Dataset entries:
....

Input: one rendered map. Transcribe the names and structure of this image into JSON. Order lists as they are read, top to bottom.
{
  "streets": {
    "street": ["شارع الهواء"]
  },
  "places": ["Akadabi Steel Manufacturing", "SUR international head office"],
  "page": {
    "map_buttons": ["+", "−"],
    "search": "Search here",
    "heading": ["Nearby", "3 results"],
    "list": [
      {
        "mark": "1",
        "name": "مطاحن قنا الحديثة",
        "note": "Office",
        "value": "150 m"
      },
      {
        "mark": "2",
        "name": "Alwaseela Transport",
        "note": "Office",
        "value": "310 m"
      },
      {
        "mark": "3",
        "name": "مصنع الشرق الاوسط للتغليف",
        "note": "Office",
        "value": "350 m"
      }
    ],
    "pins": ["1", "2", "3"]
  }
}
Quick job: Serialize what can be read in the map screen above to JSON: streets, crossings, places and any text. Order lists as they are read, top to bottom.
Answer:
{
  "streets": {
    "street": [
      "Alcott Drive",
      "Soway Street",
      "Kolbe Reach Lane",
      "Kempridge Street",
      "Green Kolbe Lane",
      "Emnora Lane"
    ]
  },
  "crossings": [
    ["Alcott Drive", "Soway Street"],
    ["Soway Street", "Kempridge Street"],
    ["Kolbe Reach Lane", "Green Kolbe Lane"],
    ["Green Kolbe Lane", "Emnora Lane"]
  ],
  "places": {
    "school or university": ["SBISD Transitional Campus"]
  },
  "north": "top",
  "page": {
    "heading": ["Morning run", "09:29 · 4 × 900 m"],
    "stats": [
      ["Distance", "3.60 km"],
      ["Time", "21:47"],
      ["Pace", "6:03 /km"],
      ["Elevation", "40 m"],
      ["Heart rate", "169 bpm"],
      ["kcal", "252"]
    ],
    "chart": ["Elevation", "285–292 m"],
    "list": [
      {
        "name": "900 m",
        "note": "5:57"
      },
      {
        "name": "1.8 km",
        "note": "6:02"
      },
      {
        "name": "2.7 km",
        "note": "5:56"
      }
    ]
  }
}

....

Your answer must be an exact transcription of all the data above.

■ Response area:
Input: one rendered map. Transcribe the names and structure of this image into JSON. Order lists as they are read, top to bottom.
{
  "streets": {
    "street": ["شارع الهواء"]
  },
  "places": ["Akadabi Steel Manufacturing", "SUR international head office"],
  "page": {
    "map_buttons": ["+", "−"],
    "search": "Search here",
    "heading": ["Nearby", "3 results"],
    "list": [
      {
        "mark": "1",
        "name": "مطاحن قنا الحديثة",
        "note": "Office",
        "value": "150 m"
      },
      {
        "mark": "2",
        "name": "Alwaseela Transport",
        "note": "Office",
        "value": "310 m"
      },
      {
        "mark": "3",
        "name": "مصنع الشرق الاوسط للتغليف",
        "note": "Office",
        "value": "350 m"
      }
    ],
    "pins": ["1", "2", "3"]
  }
}
Quick job: Serialize what can be read in the map screen above to JSON: streets, crossings, places and any text. Order lists as they are read, top to bottom.
Answer:
{
  "streets": {
    "street": [
      "Alcott Drive",
      "Soway Street",
      "Kolbe Reach Lane",
      "Kempridge Street",
      "Green Kolbe Lane",
      "Emnora Lane"
    ]
  },
  "crossings": [
    ["Alcott Drive", "Soway Street"],
    ["Soway Street", "Kempridge Street"],
    ["Kolbe Reach Lane", "Green Kolbe Lane"],
    ["Green Kolbe Lane", "Emnora Lane"]
  ],
  "places": {
    "school or university": ["SBISD Transitional Campus"]
  },
  "north": "top",
  "page": {
    "heading": ["Morning run", "09:29 · 4 × 900 m"],
    "stats": [
      ["Distance", "3.60 km"],
      ["Time", "21:47"],
      ["Pace", "6:03 /km"],
      ["Elevation", "40 m"],
      ["Heart rate", "169 bpm"],
      ["kcal", "252"]
    ],
    "chart": ["Elevation", "285–292 m"],
    "list": [
      {
        "name": "900 m",
        "note": "5:57"
      },
      {
        "name": "1.8 km",
        "note": "6:02"
      },
      {
        "name": "2.7 km",
        "note": "5:56"
      }
    ]
  }
}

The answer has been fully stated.